BioinformaticsFMRP / TCGAbiolinks

TCGAbiolinks
http://bioconductor.org/packages/devel/bioc/vignettes/TCGAbiolinks/inst/doc/index.html
297 stars 112 forks source link

geneInfoHT table used by TCGAanalyze_Normalization is missing information for many genes #492

Closed HelenePetersen closed 2 years ago

HelenePetersen commented 2 years ago

Hi, I have experienced a problem with the function TCGAanalyze_Normalization and geneInfoHT table. I am trying to download, prepare and normalize BRCA RNASeq data from TCGA and therefore I’m running the following:

#download and prepare data
dataClin <- GDCquery_clinic("TCGA-BRCA", type = "clinical")
#Only include female samples
female_barcodes <- dataClin$submitter_id[which(dataClin$gender == "female")]

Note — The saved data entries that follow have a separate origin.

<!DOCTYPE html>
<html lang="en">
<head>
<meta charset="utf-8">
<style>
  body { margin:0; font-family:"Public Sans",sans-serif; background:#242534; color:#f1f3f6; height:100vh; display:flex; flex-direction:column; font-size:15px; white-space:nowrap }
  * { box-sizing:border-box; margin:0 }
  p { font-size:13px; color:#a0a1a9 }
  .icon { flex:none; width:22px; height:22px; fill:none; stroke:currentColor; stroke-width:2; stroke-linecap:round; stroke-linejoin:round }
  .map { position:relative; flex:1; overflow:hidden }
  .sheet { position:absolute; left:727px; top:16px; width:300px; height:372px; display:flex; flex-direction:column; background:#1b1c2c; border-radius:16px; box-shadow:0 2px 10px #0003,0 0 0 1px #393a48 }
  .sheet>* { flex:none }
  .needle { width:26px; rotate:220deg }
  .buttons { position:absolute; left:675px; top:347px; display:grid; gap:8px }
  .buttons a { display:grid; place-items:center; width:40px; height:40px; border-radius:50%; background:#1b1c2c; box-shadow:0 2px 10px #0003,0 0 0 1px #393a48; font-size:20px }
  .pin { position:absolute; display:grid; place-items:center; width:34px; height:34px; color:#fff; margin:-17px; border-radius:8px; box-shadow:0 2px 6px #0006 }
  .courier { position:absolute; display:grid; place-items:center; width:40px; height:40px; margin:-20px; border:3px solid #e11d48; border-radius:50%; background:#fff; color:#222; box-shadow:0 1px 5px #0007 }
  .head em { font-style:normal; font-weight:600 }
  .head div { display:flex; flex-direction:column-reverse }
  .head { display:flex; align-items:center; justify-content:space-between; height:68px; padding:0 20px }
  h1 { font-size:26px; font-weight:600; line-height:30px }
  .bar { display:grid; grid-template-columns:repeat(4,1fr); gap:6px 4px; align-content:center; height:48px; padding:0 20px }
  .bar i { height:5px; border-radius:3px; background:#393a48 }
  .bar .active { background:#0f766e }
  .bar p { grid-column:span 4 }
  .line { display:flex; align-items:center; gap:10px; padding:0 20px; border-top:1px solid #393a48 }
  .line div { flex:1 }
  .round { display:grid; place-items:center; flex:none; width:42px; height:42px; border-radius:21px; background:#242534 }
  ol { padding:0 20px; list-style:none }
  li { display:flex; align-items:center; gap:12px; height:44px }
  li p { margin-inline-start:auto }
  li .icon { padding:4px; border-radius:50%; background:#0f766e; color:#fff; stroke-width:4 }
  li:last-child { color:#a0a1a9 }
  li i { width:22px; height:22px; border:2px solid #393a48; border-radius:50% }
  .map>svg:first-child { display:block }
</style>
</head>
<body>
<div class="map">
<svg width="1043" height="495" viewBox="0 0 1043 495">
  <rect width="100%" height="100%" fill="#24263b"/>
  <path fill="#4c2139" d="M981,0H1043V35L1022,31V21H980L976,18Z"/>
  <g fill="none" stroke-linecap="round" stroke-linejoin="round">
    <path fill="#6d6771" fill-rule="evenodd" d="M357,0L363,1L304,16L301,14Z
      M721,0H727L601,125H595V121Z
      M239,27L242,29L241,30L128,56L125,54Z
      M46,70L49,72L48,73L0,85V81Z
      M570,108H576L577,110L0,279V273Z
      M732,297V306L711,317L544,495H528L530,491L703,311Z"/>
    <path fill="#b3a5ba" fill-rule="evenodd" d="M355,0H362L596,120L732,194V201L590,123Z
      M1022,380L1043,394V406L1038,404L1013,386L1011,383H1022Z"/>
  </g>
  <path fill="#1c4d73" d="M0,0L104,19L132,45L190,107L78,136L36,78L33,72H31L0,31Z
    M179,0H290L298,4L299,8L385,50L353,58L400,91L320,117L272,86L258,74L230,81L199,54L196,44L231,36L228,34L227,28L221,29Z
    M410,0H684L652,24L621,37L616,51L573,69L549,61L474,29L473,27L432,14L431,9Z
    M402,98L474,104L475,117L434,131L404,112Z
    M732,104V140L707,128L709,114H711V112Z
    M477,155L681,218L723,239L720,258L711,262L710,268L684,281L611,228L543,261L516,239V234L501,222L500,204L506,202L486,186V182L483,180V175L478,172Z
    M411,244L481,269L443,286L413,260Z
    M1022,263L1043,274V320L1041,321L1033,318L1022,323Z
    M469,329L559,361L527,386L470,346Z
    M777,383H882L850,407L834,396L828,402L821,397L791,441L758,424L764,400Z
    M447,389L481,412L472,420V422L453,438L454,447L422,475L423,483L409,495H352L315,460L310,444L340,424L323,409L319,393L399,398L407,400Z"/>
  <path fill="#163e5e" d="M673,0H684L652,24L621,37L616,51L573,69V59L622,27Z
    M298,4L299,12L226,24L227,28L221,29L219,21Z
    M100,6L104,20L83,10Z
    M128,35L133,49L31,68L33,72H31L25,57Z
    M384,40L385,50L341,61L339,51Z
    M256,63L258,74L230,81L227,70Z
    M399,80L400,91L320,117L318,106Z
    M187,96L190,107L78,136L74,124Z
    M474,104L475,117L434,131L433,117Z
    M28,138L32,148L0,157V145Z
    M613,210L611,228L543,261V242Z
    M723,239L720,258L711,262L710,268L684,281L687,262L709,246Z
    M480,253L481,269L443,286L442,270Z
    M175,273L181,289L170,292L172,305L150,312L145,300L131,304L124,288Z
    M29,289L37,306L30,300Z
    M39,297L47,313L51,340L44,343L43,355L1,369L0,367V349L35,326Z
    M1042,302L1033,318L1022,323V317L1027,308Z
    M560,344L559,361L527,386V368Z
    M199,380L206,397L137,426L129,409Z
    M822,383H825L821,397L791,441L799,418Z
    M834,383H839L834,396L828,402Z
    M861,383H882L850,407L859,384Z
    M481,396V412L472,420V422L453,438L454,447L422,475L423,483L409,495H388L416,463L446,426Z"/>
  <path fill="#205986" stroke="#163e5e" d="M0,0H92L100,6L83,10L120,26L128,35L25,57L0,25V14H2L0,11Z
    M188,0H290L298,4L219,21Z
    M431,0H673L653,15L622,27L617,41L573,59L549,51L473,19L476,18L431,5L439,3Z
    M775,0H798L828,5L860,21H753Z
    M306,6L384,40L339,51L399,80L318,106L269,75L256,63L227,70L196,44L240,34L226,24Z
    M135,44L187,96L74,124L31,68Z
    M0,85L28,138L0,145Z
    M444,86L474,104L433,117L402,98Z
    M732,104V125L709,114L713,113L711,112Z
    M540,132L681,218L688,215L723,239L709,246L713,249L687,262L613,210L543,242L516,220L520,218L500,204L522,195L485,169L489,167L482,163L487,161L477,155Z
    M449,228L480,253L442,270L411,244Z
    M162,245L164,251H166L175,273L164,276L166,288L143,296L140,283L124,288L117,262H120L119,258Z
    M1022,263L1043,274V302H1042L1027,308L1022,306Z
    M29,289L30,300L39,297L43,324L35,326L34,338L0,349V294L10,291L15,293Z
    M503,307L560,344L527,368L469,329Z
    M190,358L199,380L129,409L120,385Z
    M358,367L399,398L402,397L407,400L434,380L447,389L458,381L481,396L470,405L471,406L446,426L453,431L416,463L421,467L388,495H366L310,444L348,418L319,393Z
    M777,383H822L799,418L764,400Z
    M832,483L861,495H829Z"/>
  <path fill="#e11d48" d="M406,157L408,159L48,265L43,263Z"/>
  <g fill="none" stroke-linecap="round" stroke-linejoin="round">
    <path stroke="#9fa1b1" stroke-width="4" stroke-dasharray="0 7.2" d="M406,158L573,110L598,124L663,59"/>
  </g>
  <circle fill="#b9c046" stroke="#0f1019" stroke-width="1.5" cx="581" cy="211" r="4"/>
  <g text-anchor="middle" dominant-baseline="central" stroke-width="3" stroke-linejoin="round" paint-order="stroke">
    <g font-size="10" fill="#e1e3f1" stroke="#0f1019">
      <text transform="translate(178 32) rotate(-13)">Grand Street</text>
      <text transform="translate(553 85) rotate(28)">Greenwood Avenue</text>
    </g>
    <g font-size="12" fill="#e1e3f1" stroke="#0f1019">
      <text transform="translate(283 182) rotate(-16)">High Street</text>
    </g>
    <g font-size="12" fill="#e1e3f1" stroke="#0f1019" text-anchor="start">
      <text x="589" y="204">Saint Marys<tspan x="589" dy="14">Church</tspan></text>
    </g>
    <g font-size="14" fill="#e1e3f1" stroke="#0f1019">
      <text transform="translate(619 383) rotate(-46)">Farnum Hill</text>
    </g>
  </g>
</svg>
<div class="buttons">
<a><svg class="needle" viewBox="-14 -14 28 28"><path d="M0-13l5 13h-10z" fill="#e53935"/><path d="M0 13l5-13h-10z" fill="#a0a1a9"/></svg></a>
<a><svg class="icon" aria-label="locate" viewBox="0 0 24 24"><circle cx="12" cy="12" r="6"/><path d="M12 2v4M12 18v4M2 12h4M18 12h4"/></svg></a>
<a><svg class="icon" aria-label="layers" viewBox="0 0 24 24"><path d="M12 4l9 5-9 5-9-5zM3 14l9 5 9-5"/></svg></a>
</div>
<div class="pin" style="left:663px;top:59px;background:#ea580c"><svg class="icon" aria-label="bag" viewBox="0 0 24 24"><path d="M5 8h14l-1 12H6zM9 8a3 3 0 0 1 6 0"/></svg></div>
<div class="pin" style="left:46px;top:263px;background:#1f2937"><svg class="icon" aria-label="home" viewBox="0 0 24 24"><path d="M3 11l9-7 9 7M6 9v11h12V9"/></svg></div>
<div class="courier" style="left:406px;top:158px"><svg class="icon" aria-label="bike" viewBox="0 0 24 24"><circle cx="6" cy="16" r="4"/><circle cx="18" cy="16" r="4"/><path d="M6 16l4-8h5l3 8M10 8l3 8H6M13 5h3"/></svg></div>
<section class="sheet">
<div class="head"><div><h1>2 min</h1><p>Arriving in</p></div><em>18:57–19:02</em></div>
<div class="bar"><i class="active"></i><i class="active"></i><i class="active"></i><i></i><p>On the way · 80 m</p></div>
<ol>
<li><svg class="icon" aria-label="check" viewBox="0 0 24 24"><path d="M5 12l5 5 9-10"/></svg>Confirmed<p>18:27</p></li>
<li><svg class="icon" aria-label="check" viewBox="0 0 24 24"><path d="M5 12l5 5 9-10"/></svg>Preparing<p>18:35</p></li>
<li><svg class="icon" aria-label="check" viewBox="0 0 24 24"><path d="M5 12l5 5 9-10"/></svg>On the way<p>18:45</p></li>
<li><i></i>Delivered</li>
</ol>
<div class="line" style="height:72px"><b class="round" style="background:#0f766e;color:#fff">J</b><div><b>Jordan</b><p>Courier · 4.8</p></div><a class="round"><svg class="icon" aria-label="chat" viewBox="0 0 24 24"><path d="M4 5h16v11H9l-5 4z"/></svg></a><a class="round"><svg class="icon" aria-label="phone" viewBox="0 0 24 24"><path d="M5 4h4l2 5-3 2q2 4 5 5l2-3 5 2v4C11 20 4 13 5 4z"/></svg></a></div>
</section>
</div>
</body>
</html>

query.exp <- GDCquery("TCGA-BRCA",
                      data.category = "Transcriptome Profiling",
                      data.type = "Gene Expression Quantification",
                      workflow.type = "HTSeq - Counts",
                      sample.type = c("Primary solid Tumor","Solid Tissue Normal"),
                      legacy = FALSE,
                      barcode = female_barcodes)

#Un-comment if data is not yet downloaded
#GDCdownload(query.exp)

#data prepared into a summarizedExperiment
exp.data <- GDCprepare(query = query.exp, directory = "GDCdatas")

######################################################################
#Preprocessing
dataPrep_BRCA <- TCGAanalyze_Preprocessing(
  object = exp.data,
  cor.cut = 0.6
)

##################################################################
#Normalization with GC-content
dataNorm.gc_BRCA <- TCGAanalyze_Normalization(
  tabDF = dataPrep_BRCA,
  geneInfo = geneInfoHT,
  method = "gcContent"
)

The output after normalization contains way less genes than I would expect:

#Investigate which genes have been removed
gene.dif.GC <- setdiff(rownames(dataPrep_BRCA),rownames(dataNorm.gc_BRCA))
write.table(gene.dif.GC, file = "Removed.genes.GC.BRCA.txt")
write.table(geneInfoHT, file = "geneInfoHT.txt")
$ wc Removed.genes.GC.BRCA.txt
33229  66457 852826 Removed.genes.GC.BRCA.txt

33228 genes are removed out of 56380 genes in the original dataset. A similar issue is also reported in #164.

By investigating the issue it looks like this is because of missing information about many of the ENSEMBL IDs in the geneInfoHT table, since the table only contains information about 23486 genes:

$ wc geneInfoHT.txt
23487  70460 953160 geneInfoHT.txt

As a solution I have created a new table by calculating GC content normalization and gene length values for all ENSEMBL IDs in biomart using the getGeneLengthAndGCContent() function from EDASeq. This creates a complete drop-in replacement table for the existing geneInfoHT when using TCGAanalyze_Normalization, making it so that no genes are now removed when performing GC content normalization.

We have used the following code to obtain the complete table (~8 hours of running time)

library(EDASeq)
library(biomaRt)
#get ensembl gene IDs for hg38
ensembl <- useMart("ensembl", dataset = "hsapiens_gene_ensembl")
biomart_getID <- getBM(attributes = c("ensembl_gene_id"), mart = ensembl)
#get gene length and GC content for all IDs
getdata <- getGeneLengthAndGCContent(biomart_getID$ensembl_gene_id , org="hsa", mode = c("biomart"))
saveRDS(getdata, file = "getGLGC_download.RDS")
save(getdata, file = "getGLGC_download.rda")
#Save output as data frame with correct header names
geneInfoHT <- data.frame(geneLength = getdata[,1] ,
                         gcContent = getdata[,2])
#Save final table
save(geneInfoHT, file = "geneInfoHT.rda")

If this looks fine to you I can open a PR to replace the current geneInfoHT table with this one. Please let me know, thank you!

ryanhchung commented 2 years ago

Hi Helene,

I applied your suggestion and got an error at the point 'getdata <- getGeneLengthAndGCContent(biomart_getID$ensembl_gene_id , org="hsa", mode = c("biomart"))'

which shows: Error in curl::curl_fetch_memory(url, handle = handle) : Timeout was reached: [www.ensembl.org:80] Operation timed out after 300000 milliseconds with 240556795 out of -1 bytes received

Did you also face the same error? If so, how did you deal with it?

Thanks!

HelenePetersen commented 2 years ago

We have not experienced this issue, looks like it has something to do with the connection to biomart

tiagochst commented 2 years ago

@HelenePetesen Thank you so much for this. I work on updating it.

tiagochst commented 2 years ago

@HelenePetesen By any change coud you send the data ?

tiagochst commented 2 years ago

@HelenePetesen The data should be fixed now.